But challenges remain. Farming technology is obsolete, making for low productivity and high post-harvest losses. There is also limited technical capacity and poor access to inputs and credit, particularly in the eastern provinces of Granma, Guantánamo, Holguín, Las Tunas and Santiago de Cuba, where development rates are the lowest in the country.

Cuba is highly prone to tropical storms, hurricanes, heavy rainfalls, drought and occasional earthquakes. Over the last eight years, climate hazards have caused more than USD 20 billion in losses, damaging the economy in general and food security in particular. 
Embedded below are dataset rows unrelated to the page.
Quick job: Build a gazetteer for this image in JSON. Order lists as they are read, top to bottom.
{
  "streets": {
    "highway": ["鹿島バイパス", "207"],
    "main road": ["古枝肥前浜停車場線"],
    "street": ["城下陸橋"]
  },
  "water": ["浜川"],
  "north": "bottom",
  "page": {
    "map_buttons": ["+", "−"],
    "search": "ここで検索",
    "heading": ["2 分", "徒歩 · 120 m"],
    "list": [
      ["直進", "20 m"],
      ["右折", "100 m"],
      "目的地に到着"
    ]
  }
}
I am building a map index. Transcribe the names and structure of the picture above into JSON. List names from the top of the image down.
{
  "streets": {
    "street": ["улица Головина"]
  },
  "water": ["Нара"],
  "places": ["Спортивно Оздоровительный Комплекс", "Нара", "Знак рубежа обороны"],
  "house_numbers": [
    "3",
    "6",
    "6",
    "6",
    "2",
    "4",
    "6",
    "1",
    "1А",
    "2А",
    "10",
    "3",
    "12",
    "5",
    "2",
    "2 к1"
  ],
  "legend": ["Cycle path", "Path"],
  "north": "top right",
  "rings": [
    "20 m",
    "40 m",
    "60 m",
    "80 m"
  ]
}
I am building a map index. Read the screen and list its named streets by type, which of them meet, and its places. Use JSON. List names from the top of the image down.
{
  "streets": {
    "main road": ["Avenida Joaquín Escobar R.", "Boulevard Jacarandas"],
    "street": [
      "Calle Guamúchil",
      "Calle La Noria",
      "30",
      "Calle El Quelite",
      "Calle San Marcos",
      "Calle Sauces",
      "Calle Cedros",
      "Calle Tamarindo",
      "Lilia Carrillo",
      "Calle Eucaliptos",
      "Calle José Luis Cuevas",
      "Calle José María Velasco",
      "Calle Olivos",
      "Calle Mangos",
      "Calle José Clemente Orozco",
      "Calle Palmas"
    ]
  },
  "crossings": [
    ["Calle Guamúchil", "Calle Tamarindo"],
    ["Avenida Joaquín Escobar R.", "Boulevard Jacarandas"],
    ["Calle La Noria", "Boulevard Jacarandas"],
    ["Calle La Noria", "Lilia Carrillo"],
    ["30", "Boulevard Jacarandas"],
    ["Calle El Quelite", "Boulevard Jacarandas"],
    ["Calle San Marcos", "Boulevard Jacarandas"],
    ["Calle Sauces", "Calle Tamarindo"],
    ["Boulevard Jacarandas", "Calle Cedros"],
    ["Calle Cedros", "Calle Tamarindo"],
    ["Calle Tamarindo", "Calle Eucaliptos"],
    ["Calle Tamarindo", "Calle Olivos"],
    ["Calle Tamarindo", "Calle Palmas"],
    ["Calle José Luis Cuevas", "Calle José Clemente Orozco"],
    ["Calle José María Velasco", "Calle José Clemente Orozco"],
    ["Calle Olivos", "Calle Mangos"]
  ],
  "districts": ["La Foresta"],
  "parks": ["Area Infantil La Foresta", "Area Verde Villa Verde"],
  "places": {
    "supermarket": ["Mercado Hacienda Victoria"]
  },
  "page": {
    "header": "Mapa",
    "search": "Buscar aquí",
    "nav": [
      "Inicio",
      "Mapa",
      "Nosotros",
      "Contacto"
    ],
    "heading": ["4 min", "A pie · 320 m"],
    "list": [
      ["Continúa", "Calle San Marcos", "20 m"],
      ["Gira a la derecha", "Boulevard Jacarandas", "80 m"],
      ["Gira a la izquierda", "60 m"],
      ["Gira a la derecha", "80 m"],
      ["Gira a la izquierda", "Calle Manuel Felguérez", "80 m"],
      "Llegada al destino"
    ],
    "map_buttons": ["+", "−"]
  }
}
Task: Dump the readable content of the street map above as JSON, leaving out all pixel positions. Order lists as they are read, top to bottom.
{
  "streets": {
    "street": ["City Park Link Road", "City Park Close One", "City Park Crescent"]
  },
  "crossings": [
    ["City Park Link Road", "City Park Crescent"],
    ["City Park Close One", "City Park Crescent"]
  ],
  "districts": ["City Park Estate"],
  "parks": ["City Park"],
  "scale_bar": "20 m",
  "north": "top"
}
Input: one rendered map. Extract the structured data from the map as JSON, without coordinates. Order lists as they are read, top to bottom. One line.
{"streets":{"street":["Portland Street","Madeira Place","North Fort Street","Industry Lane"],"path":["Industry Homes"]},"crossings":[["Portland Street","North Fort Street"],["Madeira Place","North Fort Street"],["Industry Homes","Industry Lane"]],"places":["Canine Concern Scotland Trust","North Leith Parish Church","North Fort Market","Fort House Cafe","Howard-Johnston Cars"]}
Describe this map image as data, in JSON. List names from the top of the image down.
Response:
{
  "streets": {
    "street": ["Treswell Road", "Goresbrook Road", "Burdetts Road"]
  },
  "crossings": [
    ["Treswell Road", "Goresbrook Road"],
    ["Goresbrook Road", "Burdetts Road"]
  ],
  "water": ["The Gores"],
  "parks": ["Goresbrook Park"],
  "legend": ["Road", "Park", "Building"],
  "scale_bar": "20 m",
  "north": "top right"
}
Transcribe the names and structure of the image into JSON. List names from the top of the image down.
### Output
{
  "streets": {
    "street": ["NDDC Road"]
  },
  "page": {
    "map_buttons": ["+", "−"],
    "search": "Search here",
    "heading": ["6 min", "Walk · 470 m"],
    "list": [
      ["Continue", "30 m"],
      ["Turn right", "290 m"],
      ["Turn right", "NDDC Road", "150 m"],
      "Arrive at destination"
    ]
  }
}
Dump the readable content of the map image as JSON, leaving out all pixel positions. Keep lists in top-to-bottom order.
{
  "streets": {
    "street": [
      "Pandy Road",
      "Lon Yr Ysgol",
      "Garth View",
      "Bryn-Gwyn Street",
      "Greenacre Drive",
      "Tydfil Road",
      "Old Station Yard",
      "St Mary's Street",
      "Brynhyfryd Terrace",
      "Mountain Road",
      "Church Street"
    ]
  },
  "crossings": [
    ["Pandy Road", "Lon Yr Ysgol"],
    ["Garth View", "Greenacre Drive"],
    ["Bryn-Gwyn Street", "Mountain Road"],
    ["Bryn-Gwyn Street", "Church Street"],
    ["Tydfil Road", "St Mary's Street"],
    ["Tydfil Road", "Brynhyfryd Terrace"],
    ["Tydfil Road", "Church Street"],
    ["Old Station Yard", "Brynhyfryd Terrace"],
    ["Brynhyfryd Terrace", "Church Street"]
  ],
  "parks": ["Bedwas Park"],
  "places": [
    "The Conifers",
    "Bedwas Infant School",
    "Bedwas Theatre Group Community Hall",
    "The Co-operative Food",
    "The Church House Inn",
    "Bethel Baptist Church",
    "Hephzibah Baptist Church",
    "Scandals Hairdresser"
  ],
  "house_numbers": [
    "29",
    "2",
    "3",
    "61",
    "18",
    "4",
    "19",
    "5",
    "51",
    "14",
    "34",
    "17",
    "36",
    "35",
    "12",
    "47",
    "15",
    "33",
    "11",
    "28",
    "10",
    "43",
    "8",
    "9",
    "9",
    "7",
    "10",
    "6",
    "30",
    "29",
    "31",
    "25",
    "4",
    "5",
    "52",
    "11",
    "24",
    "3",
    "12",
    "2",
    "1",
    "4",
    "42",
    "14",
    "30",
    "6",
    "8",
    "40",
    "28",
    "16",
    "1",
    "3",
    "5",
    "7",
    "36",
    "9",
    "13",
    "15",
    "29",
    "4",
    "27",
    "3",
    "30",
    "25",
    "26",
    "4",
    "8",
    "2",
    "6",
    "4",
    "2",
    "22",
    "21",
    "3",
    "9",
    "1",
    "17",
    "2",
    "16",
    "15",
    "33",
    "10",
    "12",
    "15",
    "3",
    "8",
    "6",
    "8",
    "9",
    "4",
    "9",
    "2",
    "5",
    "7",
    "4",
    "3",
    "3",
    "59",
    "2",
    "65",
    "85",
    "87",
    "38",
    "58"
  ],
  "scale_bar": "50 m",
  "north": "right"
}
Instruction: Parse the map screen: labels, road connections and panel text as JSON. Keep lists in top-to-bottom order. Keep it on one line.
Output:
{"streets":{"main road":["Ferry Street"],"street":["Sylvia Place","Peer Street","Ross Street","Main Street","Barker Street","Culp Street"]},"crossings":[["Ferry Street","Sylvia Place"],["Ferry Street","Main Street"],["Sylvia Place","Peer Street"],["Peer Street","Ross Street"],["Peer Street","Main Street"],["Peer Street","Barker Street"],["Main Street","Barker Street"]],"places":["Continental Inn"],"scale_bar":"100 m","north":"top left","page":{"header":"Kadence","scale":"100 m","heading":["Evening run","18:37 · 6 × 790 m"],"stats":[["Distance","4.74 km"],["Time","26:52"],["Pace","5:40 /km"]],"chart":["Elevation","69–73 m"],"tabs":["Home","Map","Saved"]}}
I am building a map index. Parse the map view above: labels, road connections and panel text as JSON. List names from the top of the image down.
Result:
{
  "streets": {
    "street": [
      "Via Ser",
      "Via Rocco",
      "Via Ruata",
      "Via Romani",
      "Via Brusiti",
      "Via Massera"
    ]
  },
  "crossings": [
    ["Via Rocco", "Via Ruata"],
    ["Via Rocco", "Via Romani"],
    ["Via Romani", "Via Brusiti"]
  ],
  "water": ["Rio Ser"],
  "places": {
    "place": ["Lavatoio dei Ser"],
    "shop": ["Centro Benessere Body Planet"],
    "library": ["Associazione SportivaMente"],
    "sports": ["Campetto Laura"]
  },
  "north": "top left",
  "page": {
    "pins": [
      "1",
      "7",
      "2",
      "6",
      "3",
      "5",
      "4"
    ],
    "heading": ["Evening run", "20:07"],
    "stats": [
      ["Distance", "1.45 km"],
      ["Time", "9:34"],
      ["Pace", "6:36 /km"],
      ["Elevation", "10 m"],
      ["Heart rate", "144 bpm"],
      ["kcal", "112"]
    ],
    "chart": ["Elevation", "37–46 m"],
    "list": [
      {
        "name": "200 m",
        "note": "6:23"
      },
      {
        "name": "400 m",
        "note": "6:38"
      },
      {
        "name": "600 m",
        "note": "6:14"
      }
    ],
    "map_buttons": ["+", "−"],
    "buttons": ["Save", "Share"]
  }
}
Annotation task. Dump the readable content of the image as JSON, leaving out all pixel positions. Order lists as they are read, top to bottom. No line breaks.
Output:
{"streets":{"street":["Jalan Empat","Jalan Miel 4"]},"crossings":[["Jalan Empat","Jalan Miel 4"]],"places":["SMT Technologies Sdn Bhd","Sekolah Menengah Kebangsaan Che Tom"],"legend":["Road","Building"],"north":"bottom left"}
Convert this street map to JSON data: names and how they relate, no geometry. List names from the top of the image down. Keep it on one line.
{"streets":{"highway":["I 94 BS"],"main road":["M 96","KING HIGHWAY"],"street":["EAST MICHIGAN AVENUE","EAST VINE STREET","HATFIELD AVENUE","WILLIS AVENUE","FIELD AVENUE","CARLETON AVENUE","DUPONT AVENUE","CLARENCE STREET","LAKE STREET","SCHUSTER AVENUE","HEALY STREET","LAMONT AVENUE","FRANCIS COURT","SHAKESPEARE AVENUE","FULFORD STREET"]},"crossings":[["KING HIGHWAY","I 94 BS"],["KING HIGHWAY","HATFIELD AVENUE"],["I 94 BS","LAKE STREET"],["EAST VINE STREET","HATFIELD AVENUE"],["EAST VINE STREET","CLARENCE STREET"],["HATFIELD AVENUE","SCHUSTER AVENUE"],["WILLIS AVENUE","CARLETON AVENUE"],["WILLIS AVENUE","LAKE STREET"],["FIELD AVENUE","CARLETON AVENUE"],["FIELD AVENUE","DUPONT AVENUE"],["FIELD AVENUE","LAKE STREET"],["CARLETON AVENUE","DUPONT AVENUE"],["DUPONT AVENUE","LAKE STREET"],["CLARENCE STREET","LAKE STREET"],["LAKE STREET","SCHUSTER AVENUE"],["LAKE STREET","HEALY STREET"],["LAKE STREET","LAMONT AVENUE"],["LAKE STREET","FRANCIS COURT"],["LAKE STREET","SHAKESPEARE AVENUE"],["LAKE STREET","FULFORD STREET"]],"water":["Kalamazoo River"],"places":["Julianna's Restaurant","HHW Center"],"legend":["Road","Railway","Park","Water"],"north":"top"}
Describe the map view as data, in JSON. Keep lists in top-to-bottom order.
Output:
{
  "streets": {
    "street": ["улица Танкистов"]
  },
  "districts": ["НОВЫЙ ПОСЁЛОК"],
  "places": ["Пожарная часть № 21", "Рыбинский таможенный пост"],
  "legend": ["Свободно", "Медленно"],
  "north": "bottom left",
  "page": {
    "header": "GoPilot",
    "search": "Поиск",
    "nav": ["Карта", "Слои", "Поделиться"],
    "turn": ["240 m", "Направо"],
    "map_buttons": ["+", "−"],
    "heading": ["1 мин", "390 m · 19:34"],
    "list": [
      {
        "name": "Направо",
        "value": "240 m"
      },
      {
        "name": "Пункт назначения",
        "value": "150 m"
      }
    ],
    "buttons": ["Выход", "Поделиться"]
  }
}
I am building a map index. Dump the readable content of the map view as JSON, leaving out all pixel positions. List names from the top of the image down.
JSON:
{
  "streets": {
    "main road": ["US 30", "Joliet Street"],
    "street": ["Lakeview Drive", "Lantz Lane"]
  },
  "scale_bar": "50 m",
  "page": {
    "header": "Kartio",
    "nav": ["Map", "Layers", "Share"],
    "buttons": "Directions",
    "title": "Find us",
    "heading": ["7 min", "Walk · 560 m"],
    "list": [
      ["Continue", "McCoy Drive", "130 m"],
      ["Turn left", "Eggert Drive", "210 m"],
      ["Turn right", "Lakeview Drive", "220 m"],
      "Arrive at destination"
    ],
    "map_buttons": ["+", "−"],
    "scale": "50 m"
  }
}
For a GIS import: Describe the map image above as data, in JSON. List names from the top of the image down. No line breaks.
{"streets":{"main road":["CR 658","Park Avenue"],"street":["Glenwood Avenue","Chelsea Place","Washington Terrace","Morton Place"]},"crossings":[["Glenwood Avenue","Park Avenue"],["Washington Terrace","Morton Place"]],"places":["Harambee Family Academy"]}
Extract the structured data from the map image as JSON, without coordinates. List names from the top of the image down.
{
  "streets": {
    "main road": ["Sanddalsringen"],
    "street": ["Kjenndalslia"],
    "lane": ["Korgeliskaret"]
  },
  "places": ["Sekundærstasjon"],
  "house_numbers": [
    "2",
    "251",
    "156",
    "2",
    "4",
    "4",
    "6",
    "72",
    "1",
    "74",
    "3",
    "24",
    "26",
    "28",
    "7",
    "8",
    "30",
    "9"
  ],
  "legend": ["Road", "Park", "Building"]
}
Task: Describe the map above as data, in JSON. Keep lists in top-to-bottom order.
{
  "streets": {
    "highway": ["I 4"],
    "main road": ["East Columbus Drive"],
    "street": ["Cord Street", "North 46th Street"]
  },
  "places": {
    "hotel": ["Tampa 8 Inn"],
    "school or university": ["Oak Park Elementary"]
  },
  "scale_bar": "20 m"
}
Between 2014 and 2015, a severe drought caused water shortages for 1.2 million people. Food supplies dwindled and prices rose. Since the beginning of 2016, by contrast, food production has been hit by heavy rains blamed on El Niño.

Although Cuba’s civil protection system works well in the face of climate hazards, resilience would benefit from greater attention to food security and nutrition in the preparedness and response system.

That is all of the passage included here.